In PIE, causative verbs (meaning "to cause to") were derived from verb roots with a suffix *-éye-, and the root vowel was changed to the o-grade. Verbs with this suffix eventually became part of the first weak class (*-jan verbs). This suffix always bore the accent, and the verb root never did, while in regular strong verbs the verb root was accented in the present tense.
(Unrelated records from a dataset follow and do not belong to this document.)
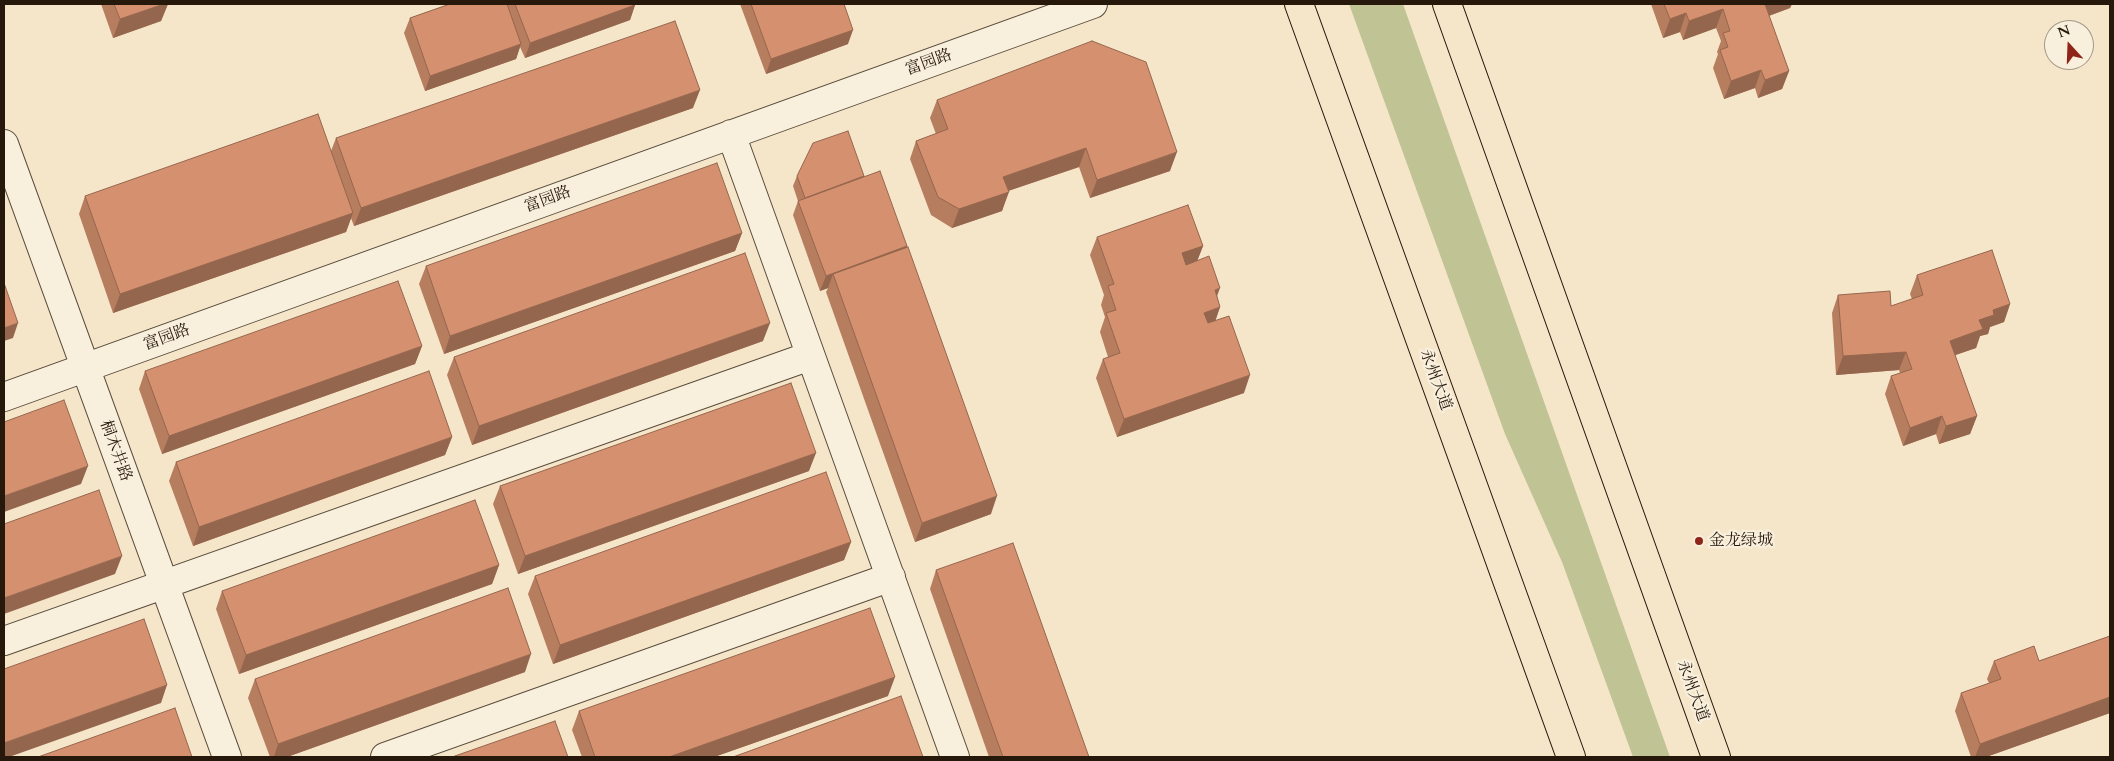 <!DOCTYPE html>
<html>
<head>
<meta charset="utf-8">
<style>
	body { margin:0 }
	#map { position:relative; width:2114px; height:761px; overflow:hidden; background:#f5e6ca; font-family:Cardo,serif }
	canvas { display:block }
	.frame { position:absolute; inset:0; border:5px solid #27180c; pointer-events:none }
	.north { position:absolute; left:2044px; top:20px; width:50px; height:50px; box-sizing:border-box; background:#f8efdd; border:1px solid #a49989; border-radius:50%; rotate:340deg; font-size:14px; font-weight:700; line-height:20px; text-align:center; color:#27180c }
	.north::after { content:''; display:block; margin:auto; width:18px; height:22px; background:#8f2418; clip-path:polygon(50% 0,100% 100%,50% 72%,0 100%) }
</style>
</head>
<body>
<div id="map">
<canvas width="2114" height="761"></canvas>
<div class="frame"></div>
<div class="north">N</div>
</div>
<script>
const g = document.querySelector('canvas').getContext('2d');
g.lineJoin = 'round';
function fillPath(path, color) { g.fillStyle = color; g.fill(path, 'evenodd'); }
const toPath = rows => new Path2D(rows.map(r => 'M' + r).join(''));
function stroke(path, color, width, dash) { g.strokeStyle = color; g.lineWidth = width; g.lineCap = dash ? 'butt' : 'round'; g.setLineDash(dash || []); g.stroke(path); }
function write(font, color, halo, rows, align = 'center') {
  g.font = font + ' Cardo,"Noto Serif SC",serif'; g.lineWidth = 4.5; g.setLineDash([]); g.textBaseline = 'middle'; g.strokeStyle = halo; g.fillStyle = color; for (const [text, x, y, turn = 0] of rows) {
    g.save(); g.translate(x, y); g.rotate((+turn || 0) * Math.PI / 180); g.textAlign = isNaN(turn) ? turn : align; if (halo) g.strokeText(text, 0, 0); g.fillText(text, 0, 0); g.restore();
  }
}
fillPath(toPath([
	[1349,4,1403,4,1670,757,1633,757,1562,562,1505,434]
]), '#c0c494');
const minor = toPath([
	[731,134,955,757],
	[4,144,227,757],
	[4,397,1093,4],
	[4,641,810,356],
	[385,757,891,577]
]);
const major = toPath([
	[1299,4,1571,757],
	[1447,4,1716,757]
]);
stroke(minor, '#5a4c3c', 30);
stroke(major, '#27180c', 30);
stroke(minor, '#f8efdd', 28);
stroke(major, '#f5e6ca', 28);
fillPath(toPath([
	[101,4,168,4,161,21,113,38],
	[450,4,635,4,635,5,630,20,525,58,520,47,516,59,425,91,404,33,410,18],
	[740,4,844,4,848,44,766,74],
	[1651,4,1792,4,1790,8,1769,16,1789,71,1782,89,1758,98,1755,88,1724,99,1713,68,1718,54,1717,52,1721,41,1716,28,1683,40,1680,32,1663,38],
	[937,100,1170,171,1090,198,1079,167,1008,191,1002,211,952,228,931,215,910,159,916,141,936,134,930,118],
	[693,108,354,226,351,218,346,232,113,313,79,214,85,196,331,151,336,138],
	[797,176,864,176,907,247,991,514,915,542,826,292,828,288,820,291,793,215,798,201,793,186],
	[742,233,735,251,444,354,419,284,426,266],
	[1097,237,1203,246,1197,261,1217,296,1220,307,1215,321,1244,393,1117,437,1096,378,1103,359,1108,357,1100,332,1105,317,1101,305,1104,295,1090,255],
	[1917,275,2010,304,2004,322,1990,327,1988,334,1980,336,1976,348,1955,355,1977,416,1970,434,1939,444,1936,434,1903,446,1885,394,1891,376,1900,373,1899,370,1836,375,1832,313,1838,295,1891,306,1912,299,1910,294],
	[763,341,472,445,447,375,454,357],
	[422,346,415,364,162,454,139,389,145,371],
	[452,437,445,455,193,546,169,481,176,462],
	[809,471,518,574,493,504,500,486],
	[851,542,844,560,553,664,528,594,535,576],
	[499,565,492,584,239,674,216,609,222,591],
	[936,570,1089,757,989,757,930,589],
	[2110,636,2110,713,1986,757,1971,757,1955,711,1961,693,1989,683,1987,679,1994,661,2039,661],
	[525,672,287,757,270,757,248,698,255,679],
	[888,696,714,757,582,757,572,730,579,711]
]), '#b77d5f');
fillPath(toPath([
	[164,4,168,4,161,21,113,38,120,19],
	[1763,4,1792,4,1790,8,1757,20],
	[635,5,630,20,525,58,530,43],
	[1723,9,1716,28,1683,40,1689,21],
	[1686,13,1680,32,1663,38,1670,19],
	[853,30,848,44,766,74,771,59],
	[521,44,516,59,425,91,430,76],
	[1761,70,1755,88,1724,99,1731,81],
	[1789,71,1782,89,1758,98,1765,80],
	[700,90,693,108,354,226,361,208],
	[1086,148,1079,167,996,195,1003,177],
	[1177,152,1170,171,1090,198,1097,180],
	[1009,192,1002,211,952,228,959,209],
	[353,213,346,232,113,313,120,294],
	[742,233,735,251,444,354,450,336],
	[907,246,902,261,833,274,828,288,820,291,826,276],
	[1203,246,1196,264,1175,272,1182,253],
	[1220,288,1213,307,1215,290],
	[2010,304,2004,322,1990,327,1988,334,1980,336,1976,348,1944,359,1950,341,1993,310],
	[1220,307,1214,325,1197,331,1204,313],
	[18,323,13,338,4,341,4,328],
	[770,323,763,341,472,445,479,426],
	[422,346,415,364,162,454,169,436],
	[1906,352,1899,370,1836,375,1843,356],
	[1250,375,1244,393,1117,437,1124,419],
	[1942,416,1936,434,1903,446,1910,428],
	[1977,416,1970,434,1939,444,1946,426],
	[452,437,445,455,193,546,199,527],
	[816,453,809,471,518,574,525,556],
	[88,466,81,484,4,512,4,496],
	[997,496,991,514,915,542,922,523],
	[851,542,844,560,553,664,560,645],
	[122,556,115,574,4,614,4,598],
	[499,565,492,584,239,674,246,655],
	[531,654,525,672,287,757,274,757,278,744],
	[895,677,888,696,714,757,669,757],
	[167,685,161,703,9,757,4,757,4,743],
	[2110,697,2110,713,1986,757,1975,757,1980,744]
]), '#95664e');
const building = toPath([
	[114,4,164,4,120,19,114,4],
	[450,4,507,4,521,44,430,76,410,18,450,4],
	[515,4,635,4,635,5,530,43,515,4],
	[751,4,844,4,853,30,771,59,751,4],
	[1664,4,1765,4,1789,71,1765,80,1761,70,1731,81,1720,50,1728,47,1723,33,1730,31,1723,9,1689,21,1686,13,1670,19,1664,4],
	[675,21,700,90,361,208,336,138,675,21],
	[1092,41,1146,62,1177,152,1097,180,1086,148,1003,177,1009,192,959,209,938,197,916,141,948,129,937,100,1092,41],
	[318,114,353,213,120,294,85,196,318,114],
	[848,131,864,176,805,198,797,176,813,143,848,131],
	[717,163,742,233,450,336,426,266,717,163],
	[880,171,907,246,826,276,798,201,880,171],
	[1188,205,1203,246,1182,253,1186,265,1209,256,1220,288,1215,290,1220,307,1204,313,1208,323,1229,316,1250,375,1124,419,1103,359,1120,353,1106,313,1116,310,1108,286,1114,284,1097,237,1188,205],
	[908,247,997,496,922,523,833,274,908,247],
	[1992,250,2010,304,1993,310,1994,315,1979,320,1983,329,1950,341,1977,416,1946,426,1942,416,1910,428,1891,376,1912,369,1906,352,1843,356,1838,295,1890,291,1891,306,1923,295,1917,275,1992,250],
	[745,253,770,323,479,426,454,357,745,253],
	[398,281,422,346,169,436,145,371,398,281],
	[4,283,18,323,4,328,4,283],
	[429,371,452,437,199,527,176,462,429,371],
	[791,383,816,453,525,556,500,486,791,383],
	[64,400,88,466,4,496,4,422,64,400],
	[826,472,851,542,560,645,535,576,826,472],
	[99,490,122,556,4,598,4,524,99,490],
	[475,500,499,565,246,655,222,591,475,500],
	[1013,543,1089,757,1003,757,936,570,1013,543],
	[508,588,531,654,278,744,255,679,508,588],
	[870,608,895,677,669,757,595,757,579,711,870,608],
	[144,619,167,685,4,743,4,669,144,619],
	[2110,636,2110,697,1980,744,1961,693,2001,679,1994,661,2034,646,2039,661,2110,636],
	[901,696,923,757,733,757,901,696],
	[175,708,192,757,38,757,175,708],
	[555,721,568,757,452,757,555,721]
]);
fillPath(building, '#d5916f');
stroke(building, '#95664e', 1);
for (const [x, y, r, color] of [
	[1699,541,5,"#8f2418"]
]) { const dot = new Path2D(); dot.arc(x, y, r, 0, 2 * Math.PI); g.fillStyle = color; g.fill(dot); stroke(dot, '#f8efdd', 2); }
write('16px', '#27180c', '#f8efdd', [
	["富园路",929,63,-20],
	["富园路",548,200,-20],
	["富园路",167,338,-20],
	["永州大道",1435,380,70],
	["桐木井路",115,451,70],
	["永州大道",1692,691,70]
]);
write('16px', '#27180c', '#f8efdd', [
	["金龙绿城",1709,541]
], 'left');
</script>
</body>
</html>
This caused Verner alternation between the original verbs and the causative verbs derived from them.

Examples are numerous in the older languages but are less frequent today, because some levelling has occurred, and in some cases, one verb or the other was lost.

*f ~ *b
Although technically not a strong verb - causative pair, modern Dutch shows the alternation in a verb with the same underlying Proto-Germanic shape.
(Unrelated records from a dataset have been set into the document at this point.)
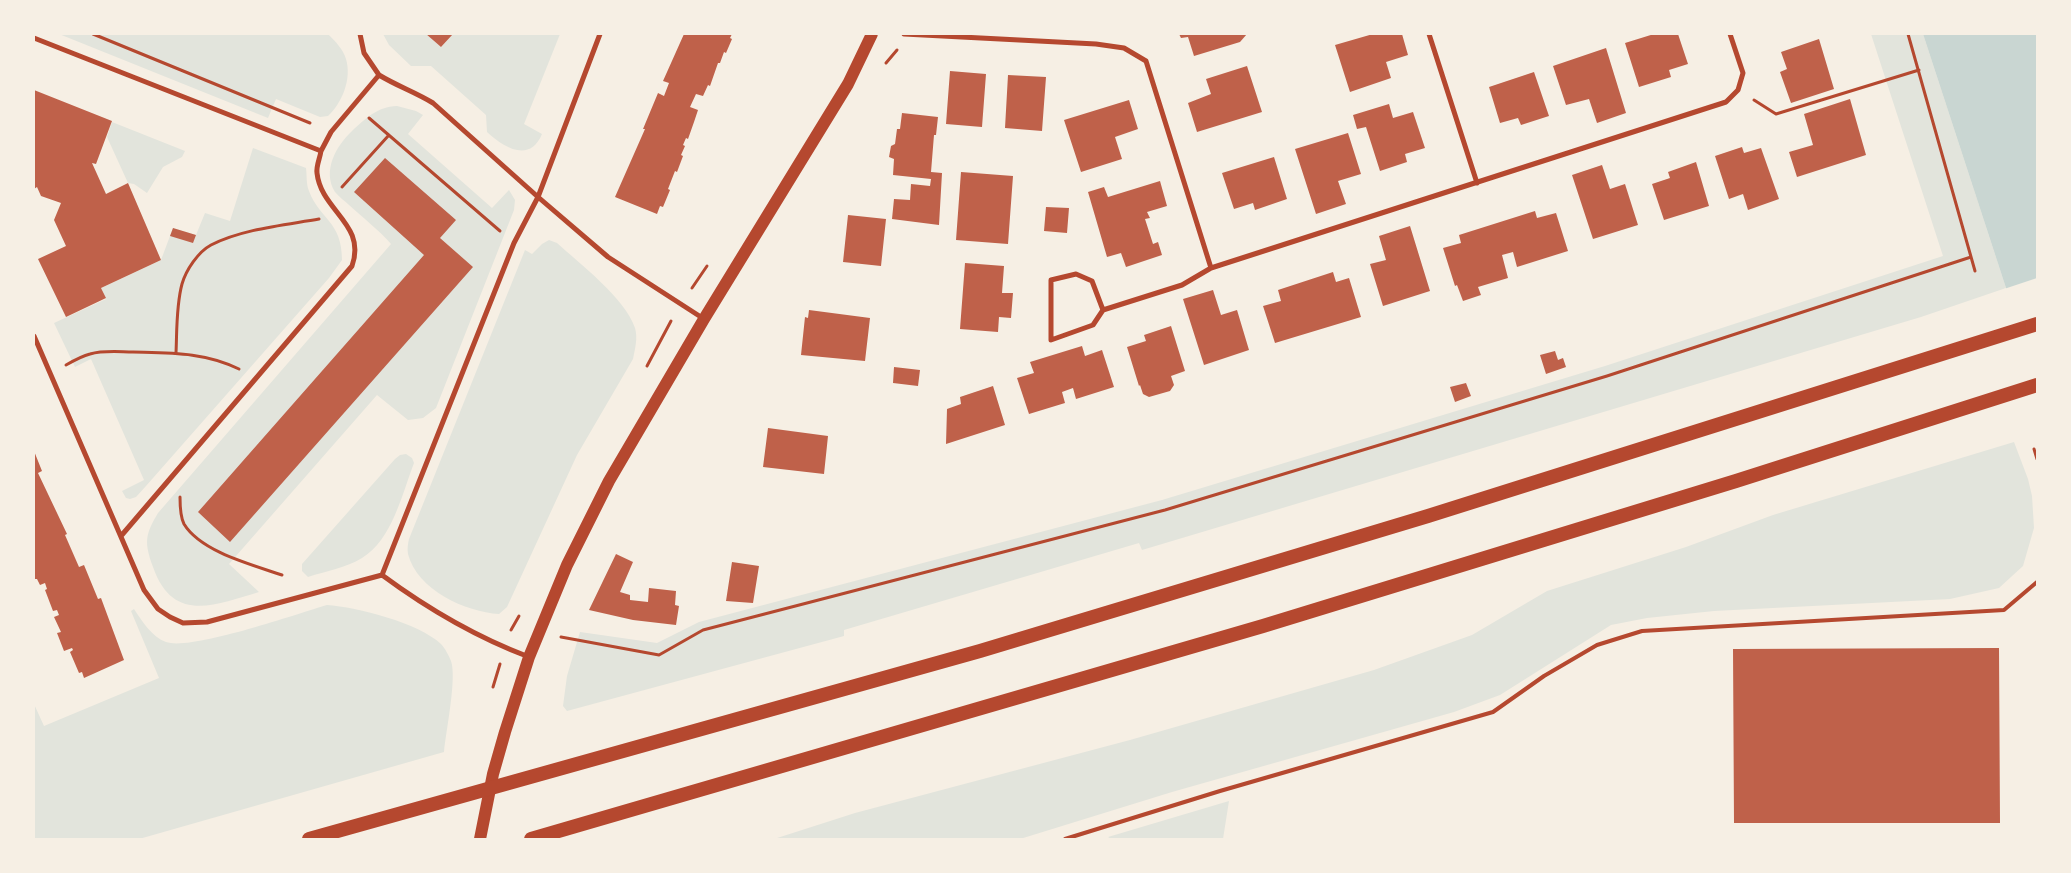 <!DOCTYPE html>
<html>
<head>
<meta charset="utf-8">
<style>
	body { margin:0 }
	#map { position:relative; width:2071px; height:873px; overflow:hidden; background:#f6efe4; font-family:"Space Grotesk",sans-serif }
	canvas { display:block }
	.frame { position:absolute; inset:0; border:35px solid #f6efe4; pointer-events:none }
</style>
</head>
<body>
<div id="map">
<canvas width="2071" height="873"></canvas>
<div class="frame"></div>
</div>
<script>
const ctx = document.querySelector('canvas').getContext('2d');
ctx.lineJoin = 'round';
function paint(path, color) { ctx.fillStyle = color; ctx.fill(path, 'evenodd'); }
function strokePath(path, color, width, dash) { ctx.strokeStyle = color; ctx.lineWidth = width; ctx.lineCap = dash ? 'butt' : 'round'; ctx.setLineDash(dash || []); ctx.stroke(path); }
const green = new Path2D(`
	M59,34h269c7,7 15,15 18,25 6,20 -4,44 -18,57l-8,1 -44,-18 -8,19z
	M383,34h43l15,13 12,-13h107l-36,90 18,10c-12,29 -38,14 -55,-2l-1,-17 -55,-49h-20l-22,-21z
	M1871,34h52l83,254 -85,29 -779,233 -3,-7 -295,87v6l-277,75 -4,-5 4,-30 13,-44 77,11 42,-21 463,-122 443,-134 338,-110z
	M397,106l19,5 7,4 -15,19 84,74 17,-18 6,10 -1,10 -78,198 -13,10 -15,2 -31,-25 -148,169 30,28c-44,13 -86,32 -106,-25 -9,-25 -8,-32 5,-54l233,-269c-12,-14 -28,-26 -42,-39 -4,-4 -10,-8 -14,-13 -13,-21 1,-46 17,-61 14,-13 25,-24 45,-25z
	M112,122l73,29 -3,6 -19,10 -16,26 -13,-9 -6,-1 -21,-46z
	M253,148l53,20c1,7 0,16 3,23 11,29 33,30 33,69l-13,18 -183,208 -10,11 -6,2 -4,-1 -4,-7 22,-11 -53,-121 -16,8 -21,-44 52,-24 -5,-11 60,-28 12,-32 23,7 9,-22 25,8z
	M549,240l8,3c23,21 68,55 78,85 3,10 0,21 -2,31l-56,96 -70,152 -8,7c-33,-2 -82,-24 -91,-60 -1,-5 0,-11 1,-15l116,-289 7,4 10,-10z
	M2014,442l14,37 4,17 2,32 -11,38 -24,22 -49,11 -236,12 -67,7 -36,7 -111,70 -46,17 -282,80 -152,47h-246l81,-26 275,-73 244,-70 98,-35 75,-44 139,-44 87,-32z
	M406,454l6,4 2,5c-12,31 -22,77 -52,95 -16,10 -36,13 -54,19l-6,-6v-7l93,-105 5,-4z
	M327,605c30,2 92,18 114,39 4,4 8,12 10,17 6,17 -5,70 -7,91l-305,87h-105v-135l10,22 115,-48 -28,-67 3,-2c8,12 18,28 32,33 25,9 130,-28 161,-37z
	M1229,801l-6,38h-112l-3,-2z`);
const water = new Path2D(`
	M1923,34h114v338l-31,-84z`);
const pier = new Path2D(`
	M2037,278v97l-2,-2 -31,-84z`);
const building = new Path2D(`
	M426,34h27l-12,13z
	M684,34h48l-2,4 2,1 -6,14 -2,-1 -4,11h-2l-8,23 -2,-1 -5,11 -7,-2 -6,13 8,3 -4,12 -6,17 -2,-1 -3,7 2,1 -4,9 2,1 -6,16 -2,-1 -7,18 2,1 -7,17 -3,-1 -3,8 -42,-17 30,-68h-2l15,-36 6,3 5,-13 -6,-2z
	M1179,34h68l-7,8 -46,14 -6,-19 -7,1z
	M1373,34h29l6,21 -22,7 5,16 -41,14 -15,-47z
	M1654,34h24l10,30 -19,6 2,7 -32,10 -14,-44z
	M1819,39l15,50 -43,14 -11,-31 7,-3 -6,-17z
	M1606,48l20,65 -29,10 -8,-24 -23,6 -13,-39z
	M1247,66l15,46 -65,20 -9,-29 23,-9 -5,-15z
	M950,71l36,3 -4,53 -36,-3z
	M1534,72l15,44 -28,9 -3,-7 -18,5 -11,-36z
	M1008,75l38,2 -4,54 -37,-3z
	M34,90l78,31 -16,43 -4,-1 14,31 22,-11 33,77 -60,28 5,10 -40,19 -28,-58 28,-13 -12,-26 7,-17 -20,-7 -4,-9 -3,2z
	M1850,99l16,56 -69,22 -8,-25 24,-7 -9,-31z
	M1129,100l9,29 -23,8 7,22 -41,13 -17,-52z
	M1389,104l4,14 20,-6 12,36 -20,6 2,8 -27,9 -14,-44 -9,2 -4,-14z
	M902,113l36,4 -2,18h-2l-3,37 11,1 -3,52 -47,-6 2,-20 16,1 1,-16 19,2 1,-7 -38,-4 1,-16 -5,-2 2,-11 4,-2 2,-15h3z
	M1348,133l13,41 -23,7 8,23 -30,10 -21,-65z
	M1742,147l2,6 17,-5 18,51 -31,11 -5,-16 -14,5 -14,-43z
	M1274,157l13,42 -32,11 -2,-7 -19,6 -12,-36z
	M385,158l71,62 -16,18 33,29 -243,275 -32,-30 226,-257 -70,-63z
	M1696,162l13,44 -45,14 -12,-36 18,-6 -2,-6z
	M1602,165l8,24 15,-5 13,41 -45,14 -21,-64z
	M961,172l52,4 -5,68 -52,-4z
	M1160,181l7,25 -20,6 3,6 -5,1 8,25 5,-2 4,13 -36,12 -5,-14 -14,4 -19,-65 16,-5 4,10z
	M1046,207l23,1 -2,25 -23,-2z
	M1535,211l2,7 19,-5 12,38 -51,16 -4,-15 -11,3 6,23 -30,9 3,8 -18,6 -6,-16 -2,1 -12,-38 18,-5 -2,-8z
	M848,215l38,4 -5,47 -38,-4z
	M1410,226l20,65 -47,15 -13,-42 16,-4 -7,-24z
	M173,228l23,7 -3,8 -23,-7z
	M965,263l39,3 -2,27h11l-2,25 -12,-1 -1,15 -38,-3z
	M1333,272l3,10 13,-4 12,39 -86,26 -12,-37 18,-5 -3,-11z
	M1213,290l8,25 16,-5 12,40 -45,15 -21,-66z
	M809,310l61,8 -5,43 -64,-6 4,-38 3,1z
	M1171,326l14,45 -14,5 3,9 -4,6 -21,6 -6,-3 -3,-9 -1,1 -12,-39 19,-6 -2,-6z
	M1082,346l3,10 17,-6 12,37 -38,12 -3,-11 -11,4 3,11 -36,11 -12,-36 17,-5 -4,-11z
	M1555,351l3,9 5,-2 3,9 -20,7 -6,-19z
	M894,367l26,3 -2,16 -25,-3z
	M1466,383l5,13 -16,6 -5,-15z
	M993,386l12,39 -59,19 1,-35 14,-5 -1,-7z
	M768,428l60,8 -4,38 -61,-7z
	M34,451l8,20 -4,2 29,61 -2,1 14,32 5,-2 14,34 3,-1 23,62 -40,18 -2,-6 -3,1 -9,-21 3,-2 -1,-2 -8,3 -7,-18 4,-1 -7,-15 5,-2 -2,-5 -4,1 -8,-21 2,-1 -2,-6 -5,2 -3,-6h-2l-1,-2z
	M616,554l17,8 -13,30 10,3v5l18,2 1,-14 27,3 -1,14 4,1 -3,19 -43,-5 -44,-10z
	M732,562l27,4 -6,37 -27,-2z
	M1999,648l1,175h-266l-1,-174z`);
const path = new Path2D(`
	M93,34l217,89
	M1908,34l67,237
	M886,63l11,-13
	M1754,100l22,14 143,-44
	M369,118l131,113
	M342,187l47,-52
	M692,288l15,-22
	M176,353c1,-22 0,-47 6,-69 4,-14 16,-32 29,-39 31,-16 74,-20 108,-26
	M66,365c7,-4 16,-9 24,-11 14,-4 30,-2 43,-2 37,1 72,0 106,17
	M647,366l24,-45
	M2034,449l3,10
	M180,497c0,9 0,19 4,27 17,28 69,41 98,51
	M511,630l8,-14
	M561,637l98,18 44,-25 462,-120 442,-134 364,-119
	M493,687l7,-23`);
const service = new Path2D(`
	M1065,839l155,-48 273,-79 51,-36 53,-31 45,-14 362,-21 33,-28`);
const minor = new Path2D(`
	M360,34l4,19 15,22
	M904,34l192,10 28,4 22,13 65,207 515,-166 12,-12 5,-17 -13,-39
	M1429,34l48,149
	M34,38l287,113 10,-19 48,-57c18,11 36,17 54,28l105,94 70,60 96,62
	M1103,310l-11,-29 -16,-7 -25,6v60l42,-15 10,-15 79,-25 29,-17
	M34,336l110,254 14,19 12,8 13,6 24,-1 175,-47
	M121,536l231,-270c15,-42 -31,-55 -35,-93 -1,-7 3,-15 4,-22
	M382,575l132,-332 24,-46 62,-163
	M382,575c46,34 94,62 147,82`);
const primary = new Path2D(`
	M480,839l13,-65 12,-42 24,-75 38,-92 42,-84 95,-162 144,-235 24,-50`);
const trunk = new Path2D(`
	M309,839l671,-188 448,-135 609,-192
	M531,839l732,-213 473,-145 301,-96`);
paint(green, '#e2e4dc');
paint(water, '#c9d6d2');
paint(pier, '#f6efe4');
paint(building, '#bf614a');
strokePath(path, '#b5482f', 3);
strokePath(service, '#b5482f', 4);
strokePath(minor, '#b5482f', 5);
strokePath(primary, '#b5482f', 12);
strokePath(trunk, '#b5482f', 14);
</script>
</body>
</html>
heffen ("to lift/raise", from the strong verb *habjaną) - hebben ("to have", from the weak verb *habjaną)

*þ ~ *d
Modern German: leiden ("to suffer, to undergo", originally "to go", from *līþaną) – leiten ("to lead", from *laidijaną)
*h ~ *g
Modern Icelandic: hlæja ("to laugh", from *hlahjaną) – hlægja ("to make laugh", from *hlōgijaną)
*hw ~ *gw/w/g (No attested examples within a single language)
Gothic þreihan ("to press", from *þrinhwaną) – German drängen ("to push", from *þrangwijaną)
*s ~ *z[lower-alpha 1]
Modern English: rise (from *rīsaną) – rear (from *raizijaną)
Modern Dutch: genezen ("to heal", from *ganesaną) – generen ("to take care of oneself", from *nazjaną)
Modern German: genesen ("to heal", from *ganesaną) – nähren ("to feed", from *nazjaną)

In other parts of speech

The term Grammatischer Wechsel was originally applied to any pair of etymologically-related words that had different accent placement, including also Proto-Indo-European athematic nouns. The alternations in nouns were largely eliminated early on in Germanic, but a few cases exist of parallel forms being still preserved in different Germanic languages (such as English glass and Icelandic gler, an example of the s-z alternation). No attested language, old or modern, shows any alternation in noun paradigms, however.


  1. Intervocalic /z/ later became /r/ in all surviving Germanic languages. See Rhotacism (sound change)#Germanic languages.


  1. Franck. Etymologisch woordenboek der Nederlandsche taal. Dutch also has the participle verkozen, showing paradigm levelling, though the older form verkoren remains more formal.